Since then, VW has produced incremental and significant enhancements to the North American bread-butterer, and with 2014, all U.S.-market Jettas featured four-wheel disc brakes and an independent rear suspension. Also for 2014, the latest EA888 1.8-liter turbocharged base four-cylinder engine forced the cantankerous 2.5-liter five-cylinder into retirement. Enter the 2015 Jetta, with its midcycle update which brings new front and back design, enhanced interior materials (including-at last-a soft-touch dash top), plus a new EA288 diesel engine in TDI models. Alas, it would appear that the Jetta has now become the car Volkswagen ought to have been building forever.
Typically, the most critical parts of a vehicle’s midcycle refresh are modified lighting and fascia factors, but in the 2015 Jetta’s case, they're arguably at least interesting of its upgrades. A new grille focuses on the car’s wider, along with the new rear bumper, while new head lights offer extensively offered LED daytime running lights along with the taillamps evoke its Audi-brand cousins. And for the first time, perhaps the least expensive Jetta rides on aluminum tires. How much the adjustments improve the Jetta’s appears is up to a observer, yet arguably it is now ever harder to tell the difference amongst the Jetta and the one-size-up Passat.

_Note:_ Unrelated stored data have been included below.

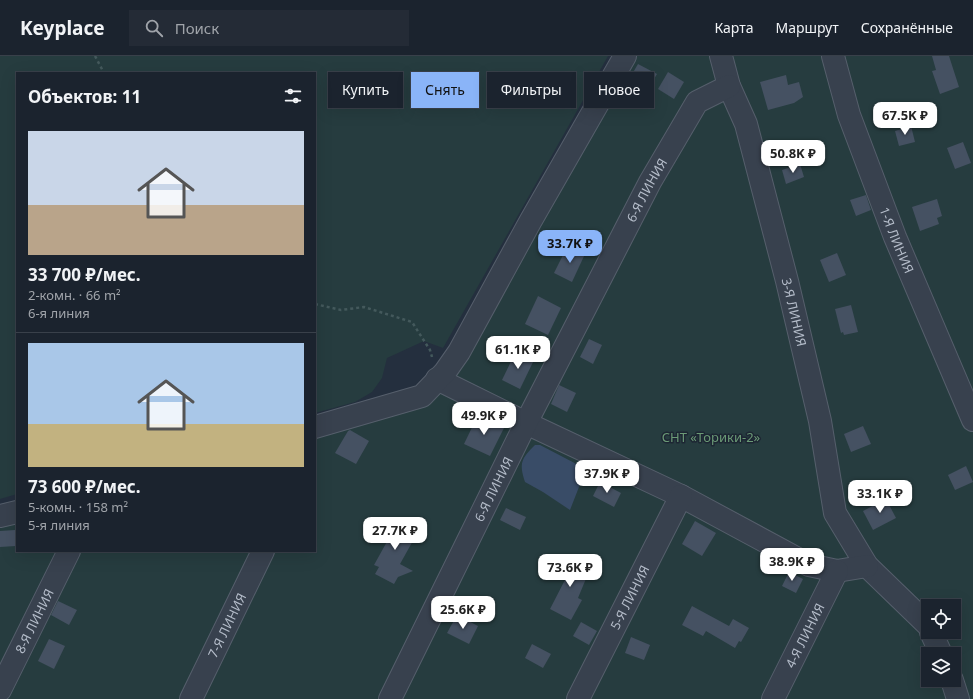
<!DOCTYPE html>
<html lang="ru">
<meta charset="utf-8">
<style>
:root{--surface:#1b232e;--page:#242b36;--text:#f1f3f6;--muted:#a0a4aa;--line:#39404a;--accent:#8ab4f8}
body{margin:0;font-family:"Noto Sans",sans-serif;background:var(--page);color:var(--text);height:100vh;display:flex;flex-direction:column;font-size:15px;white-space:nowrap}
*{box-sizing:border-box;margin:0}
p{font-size:13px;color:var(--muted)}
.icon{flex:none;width:22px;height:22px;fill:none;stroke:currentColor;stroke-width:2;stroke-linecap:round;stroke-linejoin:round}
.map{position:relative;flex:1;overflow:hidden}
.details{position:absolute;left:16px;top:16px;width:300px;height:480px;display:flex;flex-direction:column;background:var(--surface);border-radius:0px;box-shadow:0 4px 16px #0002,0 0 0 1px var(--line)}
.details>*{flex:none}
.hud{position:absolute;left:328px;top:16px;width:380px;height:36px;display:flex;gap:8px}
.tools{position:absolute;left:921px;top:543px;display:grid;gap:8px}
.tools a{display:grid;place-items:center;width:40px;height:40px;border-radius:0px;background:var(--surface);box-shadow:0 4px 16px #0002,0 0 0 1px var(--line);font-size:20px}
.price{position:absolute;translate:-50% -34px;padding:0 9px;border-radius:8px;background:#fff;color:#222;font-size:13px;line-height:26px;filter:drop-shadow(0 1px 2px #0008)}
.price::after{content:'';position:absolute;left:50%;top:24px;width:12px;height:9px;margin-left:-6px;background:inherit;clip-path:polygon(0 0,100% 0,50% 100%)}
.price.selected{background:var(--accent);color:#111}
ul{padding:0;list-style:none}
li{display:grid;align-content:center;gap:8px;height:212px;padding:0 12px}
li+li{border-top:1px solid var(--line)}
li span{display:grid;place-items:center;height:124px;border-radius:0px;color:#555}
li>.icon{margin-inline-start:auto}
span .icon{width:72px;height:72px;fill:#fffc;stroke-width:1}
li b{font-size:17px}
h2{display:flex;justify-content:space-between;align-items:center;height:48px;padding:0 12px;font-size:17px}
.chip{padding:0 14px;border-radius:0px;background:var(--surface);box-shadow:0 4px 16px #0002,0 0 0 1px var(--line);font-size:14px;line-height:36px}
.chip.selected{background:var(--accent);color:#111}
header{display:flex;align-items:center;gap:24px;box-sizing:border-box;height:56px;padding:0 20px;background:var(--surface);border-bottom:1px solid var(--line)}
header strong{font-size:19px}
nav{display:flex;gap:22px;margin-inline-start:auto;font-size:14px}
.search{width:280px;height:36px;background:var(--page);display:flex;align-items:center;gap:10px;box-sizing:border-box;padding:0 14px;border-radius:0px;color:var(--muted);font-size:15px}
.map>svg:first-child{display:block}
.green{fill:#263c3f;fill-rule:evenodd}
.water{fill:#394c67}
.building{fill:#455162}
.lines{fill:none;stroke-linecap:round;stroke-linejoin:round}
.minor-casing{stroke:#565f6c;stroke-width:24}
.path{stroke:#44595c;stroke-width:2.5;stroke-dasharray:3 3;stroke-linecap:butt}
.minor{stroke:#38414e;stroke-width:22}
.labels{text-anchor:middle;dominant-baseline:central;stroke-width:3;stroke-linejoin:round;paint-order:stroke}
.street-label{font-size:13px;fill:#b4bcc9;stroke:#1d2633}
.park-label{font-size:13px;fill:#6b9a76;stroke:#1d2633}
</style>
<header>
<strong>Keyplace</strong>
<div class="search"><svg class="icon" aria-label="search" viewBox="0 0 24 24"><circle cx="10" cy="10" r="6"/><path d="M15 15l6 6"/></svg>Поиск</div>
<nav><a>Карта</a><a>Маршрут</a><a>Сохранённые</a></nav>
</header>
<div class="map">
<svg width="973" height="643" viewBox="0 0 973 643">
<rect width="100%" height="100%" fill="#242f3e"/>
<!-- green -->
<g class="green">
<path d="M0,0H608L443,292L424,285L387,302L382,322L372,336L355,346L315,357V17H17V438L0,443Z"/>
<path d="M625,0H973V643H0V460L17,456V495H315V371L422,340ZM928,550H954V576H928ZM928,598H954V624H928Z"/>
</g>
<!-- water -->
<path class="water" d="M535,389H540L586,413L570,454L543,436L525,426C519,407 521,403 535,389Z"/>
<!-- building -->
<g class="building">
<path d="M932,0H949L959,31L940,38L932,15L936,14Z"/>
<path d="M638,8L657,18L646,36L628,25Z"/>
<path d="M668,16L684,26L674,43L658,33Z"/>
<path d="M786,19L788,29L799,26L803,41L794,47L768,54L760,26Z"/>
<path d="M911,70L915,86L899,90L895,75Z"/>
<path d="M963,86L971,107L955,113L947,92Z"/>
<path d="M800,108L804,121L786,128L782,114Z"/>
<path d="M866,139L871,154L856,160L850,144Z"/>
<path d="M937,143L942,160L937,162L939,168L920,175L912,151Z"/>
<path d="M568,189L585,198L572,226L554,217Z"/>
<path d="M837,197L846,219L829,226L820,204Z"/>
<path d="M538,240L561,252L548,279L525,268Z"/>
<path d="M851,249L858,276L844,279L843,276L841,277L835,253Z"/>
<path d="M589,283L602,289L593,308L580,301Z"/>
<path d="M516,295L534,304L520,333L502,324Z"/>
<path d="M559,329L576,337L567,356L551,348Z"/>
<path d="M478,359L504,372L490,400L464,388Z"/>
<path d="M863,370L871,388L851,396L844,378Z"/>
<path d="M350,374L369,385L356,408L335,397L348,375Z"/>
<path d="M966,410L973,426L955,434L948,419Z"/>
<path d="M600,426L621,437L614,451L593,440Z"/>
<path d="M886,443L896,462L873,474L863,455Z"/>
<path d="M506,452L526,461L520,474L500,464Z"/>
<path d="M391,464L399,468L401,464L419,474L400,508L413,515L398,521L394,528L375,518L379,511L374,509L389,482L382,479Z"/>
<path d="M695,465L716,477L702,500L682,488Z"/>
<path d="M15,474L16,490L0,491V475Z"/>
<path d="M562,501L590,513L578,542L582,544L571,564L550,553L567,520L556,516Z"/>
<path d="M789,516L803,523L796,537L782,530Z"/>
<path d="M58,545L77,554L69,569L51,559Z"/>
<path d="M692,550L729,570L733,563L749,572L741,586L739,585L735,592L706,575L703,580L682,569Z"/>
<path d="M457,559L478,570L469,588L447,577Z"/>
<path d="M581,566L597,575L589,589L573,580Z"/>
<path d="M631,581L650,589L644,604L625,597Z"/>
<path d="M49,583L65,590L54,613L38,605Z"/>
<path d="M532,588L551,598L543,612L525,602Z"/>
</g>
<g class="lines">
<!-- minor casing -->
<g class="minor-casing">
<g id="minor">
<path id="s1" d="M721,0L729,30L746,68L787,225L820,365L835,457L867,510L928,569"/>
<path id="s2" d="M833,0L849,59L895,181L973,364"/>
<path d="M437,323L526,367L681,440L809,509L837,515L867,510"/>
<path d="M315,371L422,340L445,316L459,296L530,166L625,0"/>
<path d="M0,460L17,456"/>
<path d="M931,576L941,598"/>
<path d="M952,624L958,643"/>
<path id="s3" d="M0,634L69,495"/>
<path id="s4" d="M191,643L263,495"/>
<path id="s5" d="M390,643L526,367L650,126L697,46L729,30"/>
<path id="s6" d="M578,643L681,440"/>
<path id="s7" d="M773,643L837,515"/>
</g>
</g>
<!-- path -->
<g class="path">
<path d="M95,0L104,17"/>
<path d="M315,248L341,254L364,251L412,266L430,294L432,301"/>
</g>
<!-- minor -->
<use href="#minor" class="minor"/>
</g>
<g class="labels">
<!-- street labels -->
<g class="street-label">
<text stroke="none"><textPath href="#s5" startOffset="570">6-Я ЛИНИЯ</textPath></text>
<text stroke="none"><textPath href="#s2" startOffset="195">1-Я ЛИНИЯ</textPath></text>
<text stroke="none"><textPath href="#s1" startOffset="267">3-Я ЛИНИЯ</textPath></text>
<text stroke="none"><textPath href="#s5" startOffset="234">6-Я ЛИНИЯ</textPath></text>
<text stroke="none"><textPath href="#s6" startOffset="114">5-Я ЛИНИЯ</textPath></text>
<text stroke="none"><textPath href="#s3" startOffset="77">8-Я ЛИНИЯ</textPath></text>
<text stroke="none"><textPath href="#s4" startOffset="82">7-Я ЛИНИЯ</textPath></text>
<text stroke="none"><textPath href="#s7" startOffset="71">4-Я ЛИНИЯ</textPath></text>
</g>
<!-- park labels -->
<g class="park-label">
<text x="711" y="381">СНТ «Торики-2»</text>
</g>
</g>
</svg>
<div class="tools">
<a><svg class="icon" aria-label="locate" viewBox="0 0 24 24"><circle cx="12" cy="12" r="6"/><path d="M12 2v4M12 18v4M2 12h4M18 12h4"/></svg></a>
<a><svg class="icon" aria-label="layers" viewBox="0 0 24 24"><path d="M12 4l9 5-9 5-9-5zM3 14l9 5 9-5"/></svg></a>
</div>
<b class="price" style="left:905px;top:80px">67.5K ₽</b>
<b class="price" style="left:793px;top:118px">50.8K ₽</b>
<b class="price selected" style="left:570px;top:208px">33.7K ₽</b>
<b class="price" style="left:518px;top:314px">61.1K ₽</b>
<b class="price" style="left:484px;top:380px">49.9K ₽</b>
<b class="price" style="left:607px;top:438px">37.9K ₽</b>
<b class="price" style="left:880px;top:458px">33.1K ₽</b>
<b class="price" style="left:395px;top:495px">27.7K ₽</b>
<b class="price" style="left:792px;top:526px">38.9K ₽</b>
<b class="price" style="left:570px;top:532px">73.6K ₽</b>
<b class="price" style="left:463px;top:574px">25.6K ₽</b>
<div class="hud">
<a class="chip">Купить</a>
<a class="chip selected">Снять</a>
<a class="chip">Фильтры</a>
<a class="chip">Новое</a>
</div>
<section class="details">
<h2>Объектов: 11<svg class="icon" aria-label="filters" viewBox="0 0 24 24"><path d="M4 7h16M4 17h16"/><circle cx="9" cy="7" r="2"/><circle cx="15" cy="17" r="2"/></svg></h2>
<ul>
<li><span style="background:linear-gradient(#c9d6e8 60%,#b9a48a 0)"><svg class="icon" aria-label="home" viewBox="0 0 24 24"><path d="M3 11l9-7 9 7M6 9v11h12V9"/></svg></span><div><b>33 700 ₽/мес.</b><p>2-комн. · 66 m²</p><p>6-я линия</p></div></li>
<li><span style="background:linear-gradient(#a9c7e8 65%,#c2b280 0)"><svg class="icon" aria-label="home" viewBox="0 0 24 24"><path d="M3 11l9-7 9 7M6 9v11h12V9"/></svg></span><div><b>73 600 ₽/мес.</b><p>5-комн. · 158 m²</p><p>5-я линия</p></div></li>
</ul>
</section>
</div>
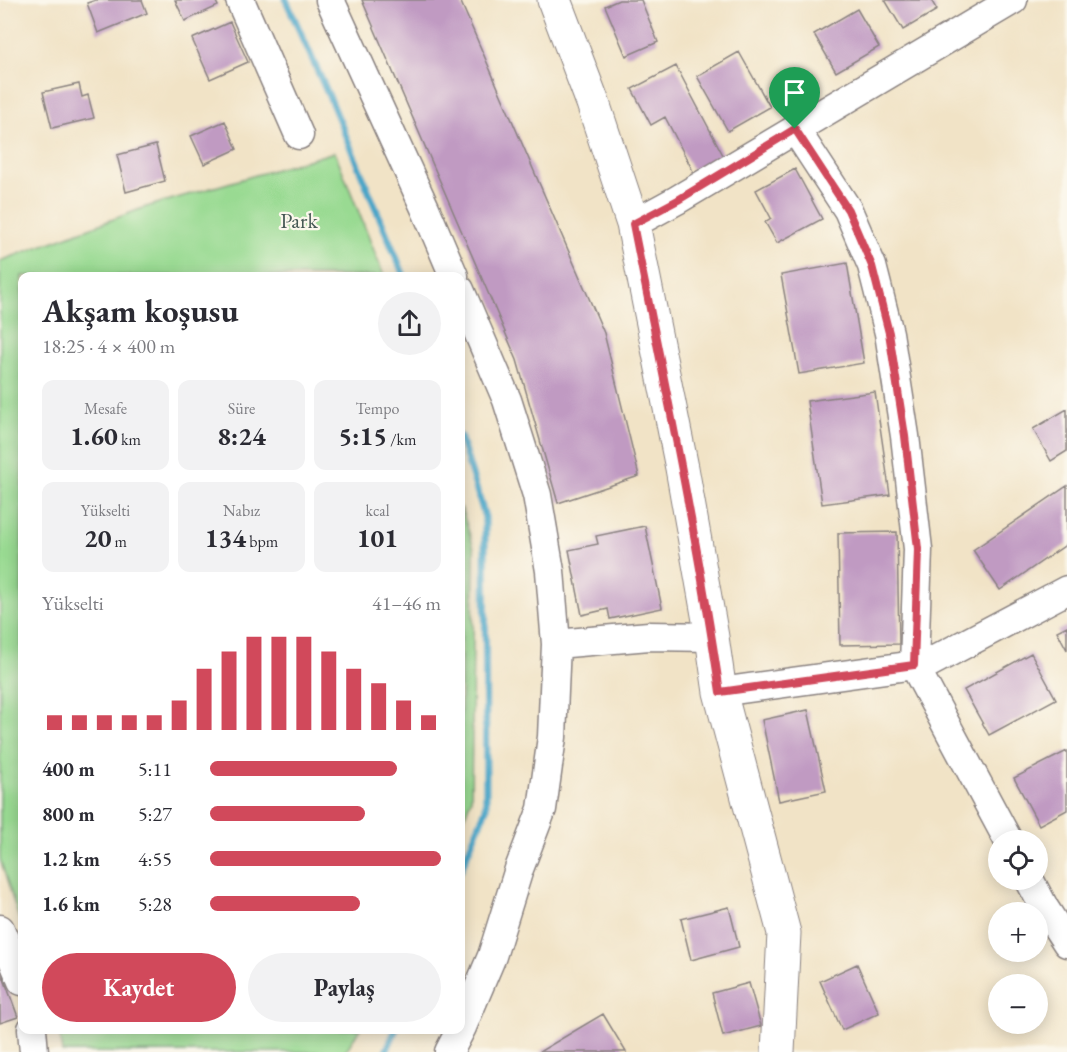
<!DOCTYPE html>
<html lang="tr">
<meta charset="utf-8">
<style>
body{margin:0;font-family:"EB Garamond",serif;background:#f2f2f3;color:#2b2b33;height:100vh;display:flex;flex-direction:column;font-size:22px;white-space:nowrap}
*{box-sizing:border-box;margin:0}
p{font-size:20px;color:#7c7c81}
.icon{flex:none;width:33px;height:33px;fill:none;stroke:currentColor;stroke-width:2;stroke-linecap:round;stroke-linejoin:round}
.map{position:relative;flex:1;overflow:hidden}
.side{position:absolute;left:18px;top:272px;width:447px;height:762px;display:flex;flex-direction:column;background:#fff;border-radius:12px;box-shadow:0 3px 15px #0003}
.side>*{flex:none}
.fabs{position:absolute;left:988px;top:830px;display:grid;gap:12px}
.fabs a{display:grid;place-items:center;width:60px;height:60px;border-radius:50%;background:#fff;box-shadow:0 3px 15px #0003;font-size:30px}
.pin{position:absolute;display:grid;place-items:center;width:51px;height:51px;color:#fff;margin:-62px -26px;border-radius:50% 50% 50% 0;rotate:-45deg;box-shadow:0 0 6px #0007}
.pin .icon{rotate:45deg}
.round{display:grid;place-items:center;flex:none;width:63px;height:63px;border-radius:32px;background:#f2f2f3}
.head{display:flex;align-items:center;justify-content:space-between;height:102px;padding:0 24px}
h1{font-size:33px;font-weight:700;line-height:45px}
.stats{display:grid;grid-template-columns:repeat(3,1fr);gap:9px;height:102px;padding:6px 24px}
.stats div{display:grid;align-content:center;border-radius:12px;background:#f2f2f3;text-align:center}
.stats b{font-size:26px;font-weight:700}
.stats small{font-size:16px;font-weight:400}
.stats p{font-size:16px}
.chart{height:168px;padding:12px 24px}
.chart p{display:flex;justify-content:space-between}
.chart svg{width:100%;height:108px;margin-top:6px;stroke:#d1495b;stroke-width:6}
.button{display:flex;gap:12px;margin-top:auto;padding:12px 24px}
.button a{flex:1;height:69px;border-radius:36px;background:#d1495b;color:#fff;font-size:24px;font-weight:700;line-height:69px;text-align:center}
.button a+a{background:#f2f2f3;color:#2b2b33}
ul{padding:0 24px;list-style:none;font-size:20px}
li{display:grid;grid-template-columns:96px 72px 1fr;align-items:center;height:45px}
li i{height:15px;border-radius:8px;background:#d1495b}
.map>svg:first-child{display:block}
.green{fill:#99da92;stroke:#5e7e66;stroke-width:1.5}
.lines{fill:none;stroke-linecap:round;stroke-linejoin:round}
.stream{stroke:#49a5c7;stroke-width:7}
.building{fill:#c09ac2}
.street-casing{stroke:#8a8280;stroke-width:31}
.secondary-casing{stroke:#8a8280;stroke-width:35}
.street{stroke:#fff;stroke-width:28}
.secondary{stroke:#fff;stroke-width:33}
.route-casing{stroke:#fff;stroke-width:12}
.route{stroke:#d1495b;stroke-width:8}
.labels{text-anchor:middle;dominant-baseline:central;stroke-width:4.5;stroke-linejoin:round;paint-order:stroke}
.park-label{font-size:22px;fill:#465955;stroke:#fbf7ec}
</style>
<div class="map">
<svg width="1067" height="1052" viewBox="0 0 1067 1052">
<rect width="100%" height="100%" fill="#fbf7ec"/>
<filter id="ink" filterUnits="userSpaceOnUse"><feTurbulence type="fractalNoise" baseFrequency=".0167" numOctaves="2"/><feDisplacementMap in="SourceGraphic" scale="12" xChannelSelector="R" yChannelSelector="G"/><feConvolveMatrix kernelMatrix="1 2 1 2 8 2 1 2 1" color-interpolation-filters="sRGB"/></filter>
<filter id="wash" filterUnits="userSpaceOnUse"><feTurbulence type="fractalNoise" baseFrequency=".008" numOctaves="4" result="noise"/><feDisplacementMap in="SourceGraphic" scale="24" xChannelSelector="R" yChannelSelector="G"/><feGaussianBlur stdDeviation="1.35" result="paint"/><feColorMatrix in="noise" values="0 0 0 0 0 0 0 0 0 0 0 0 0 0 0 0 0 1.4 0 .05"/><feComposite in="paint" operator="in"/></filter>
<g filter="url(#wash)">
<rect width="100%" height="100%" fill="#f1e3c6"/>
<path class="green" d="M 335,152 L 384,276 L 22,276 L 22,928 L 0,859 L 0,261 L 146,207 Z
M 461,507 L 474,549 L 471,799 L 461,826 Z
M 58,1029 L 360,1029 L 345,1052 L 62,1052 L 60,1036 Z"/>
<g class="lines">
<path class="stream" d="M 286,0 L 332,103 L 404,276
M 460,436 L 485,517 L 486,809 L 460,871
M 386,1052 L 396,1029"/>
</g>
<g id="blocks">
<path class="building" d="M 96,0 L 142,0 L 147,13 L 98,33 L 87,3 Z
M 175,0 L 215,0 L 218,6 L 185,21 Z
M 362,0 L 460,0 L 604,333 L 639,476 L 558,503 L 517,360 Z
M 619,0 L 641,0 L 658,42 L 626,56 L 605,6 Z
M 885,0 L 931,0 L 937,10 L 903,30 Z
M 857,9 L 879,47 L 836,72 L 814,34 Z
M 230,22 L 248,62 L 210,79 L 192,39 Z
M 739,52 L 770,107 L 728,131 L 697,76 Z
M 676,66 L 724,157 L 694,173 L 665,117 L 651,125 L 632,89 Z
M 79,84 L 82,97 L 88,95 L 94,118 L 52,128 L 43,92 Z
M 225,121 L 237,149 L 204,164 L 191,136 Z
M 156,145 L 165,181 L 126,192 L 117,155 Z
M 795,169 L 822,219 L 777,243 L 765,222 L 771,218 L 756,190 Z
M 847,263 L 864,363 L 799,374 L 781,275 Z
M 875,392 L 890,495 L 822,504 L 807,401 Z
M 1067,409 L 1067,451 L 1051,461 L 1033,429 Z
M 1067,486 L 1067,544 L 1000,590 L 973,550 Z
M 645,526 L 662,608 L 610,619 L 608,609 L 582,615 L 569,550 L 598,544 L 596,536 Z
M 897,532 L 899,644 L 840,645 L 838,533 Z
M 1067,626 L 1067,650 L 1057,631 Z
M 1031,653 L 1056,699 L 989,735 L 964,690 Z
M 808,710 L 826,791 L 779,801 L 762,720 Z
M 1067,751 L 1067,810 L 1039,825 L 1014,778 Z
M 729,907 L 739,947 L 691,960 L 681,919 Z
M 857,964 L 879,1013 L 842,1030 L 820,981 Z
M 0,968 L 18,1017 L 0,1023 Z
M 749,983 L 761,1026 L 723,1036 L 712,993 Z
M 603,1014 L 626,1052 L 539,1052 Z"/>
</g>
</g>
<g filter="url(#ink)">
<use href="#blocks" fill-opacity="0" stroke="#8a8280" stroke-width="1.5"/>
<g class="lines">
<g class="street-casing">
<path id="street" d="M 240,0 L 299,135
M 330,0 L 425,208 L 454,276
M 795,129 L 848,210 L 872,266 L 889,333 L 905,436 L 918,549 L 914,665 L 1008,840
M 633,224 L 677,200 L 1013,0
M 556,644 L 649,636 L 712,637
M 720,692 L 929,663 L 1067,590
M 1029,879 L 1045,909 L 1067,943
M 0,929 L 22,981
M 32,1029 L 34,1052
M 449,1052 L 462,1027 L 492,956 L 519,869 L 542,809 L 552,737 L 556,644 L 550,571 L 537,495 L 507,400 L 460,290"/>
</g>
<g class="secondary-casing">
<path id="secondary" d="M 554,0 L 593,103 L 633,224 L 682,468 L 712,637 L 720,692 L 784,933 L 778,1052"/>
</g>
<use href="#street" class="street"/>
<use href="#secondary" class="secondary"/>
</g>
</g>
<g class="lines" filter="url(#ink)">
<g class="route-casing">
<path id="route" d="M 795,129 L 848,210 L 872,266 L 889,333 L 905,436 L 918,549 L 914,665 L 720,692 C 697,535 664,380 633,224 L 678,200 Z"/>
</g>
<use href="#route" class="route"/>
</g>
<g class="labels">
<g class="park-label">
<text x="299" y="220">Park</text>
</g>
</g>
</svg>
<div class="fabs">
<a><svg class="icon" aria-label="locate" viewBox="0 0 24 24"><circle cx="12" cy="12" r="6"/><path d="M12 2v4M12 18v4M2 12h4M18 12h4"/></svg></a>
<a>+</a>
<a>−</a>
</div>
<div class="pin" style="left:795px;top:129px;background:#1e9e55"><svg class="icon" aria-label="arrive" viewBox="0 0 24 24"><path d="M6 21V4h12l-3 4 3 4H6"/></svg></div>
<section class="side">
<div class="head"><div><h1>Akşam koşusu</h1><p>18:25 · 4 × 400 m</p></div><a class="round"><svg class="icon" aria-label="share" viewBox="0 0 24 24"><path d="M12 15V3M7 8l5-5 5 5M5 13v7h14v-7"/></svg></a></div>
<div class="stats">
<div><p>Mesafe</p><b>1.60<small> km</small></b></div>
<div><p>Süre</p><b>8:24</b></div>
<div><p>Tempo</p><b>5:15<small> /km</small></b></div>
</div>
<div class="stats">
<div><p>Yükselti</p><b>20<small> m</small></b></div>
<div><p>Nabız</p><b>134<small> bpm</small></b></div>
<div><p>kcal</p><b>101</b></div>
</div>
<div class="chart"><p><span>Yükselti</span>41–46 m</p>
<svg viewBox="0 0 160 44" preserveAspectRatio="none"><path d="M5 44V38M15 44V38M25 44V38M35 44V38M45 44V38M55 44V32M65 44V19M75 44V12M85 44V6M95 44V6M105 44V6M115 44V12M125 44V19M135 44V25M145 44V32M155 44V38"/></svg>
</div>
<ul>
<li><b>400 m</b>5:11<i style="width:81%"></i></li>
<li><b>800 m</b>5:27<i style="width:67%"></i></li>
<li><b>1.2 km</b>4:55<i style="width:100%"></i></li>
<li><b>1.6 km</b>5:28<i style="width:65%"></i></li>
</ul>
<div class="button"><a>Kaydet</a><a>Paylaş</a></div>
</section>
</div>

The cabin, once one of the Jetta’s worst features, has turned into a convincingly nice place to hang out for 2015. It’s still Teutonically austere and the door panels are hard plastic, though the dashboard appears far classier, dressed as it is with tunneled indicators and refractive piano-black trim sections. High-end content such as navigation has trickled below higher trims to low- and mid-grade levels, and interestingly, an available touch-screen infotainment system without navigation is actually bigger than that of the navigation-equipped cars. And also the seats on the S, SE, and SEL models we drove were secure and helpful.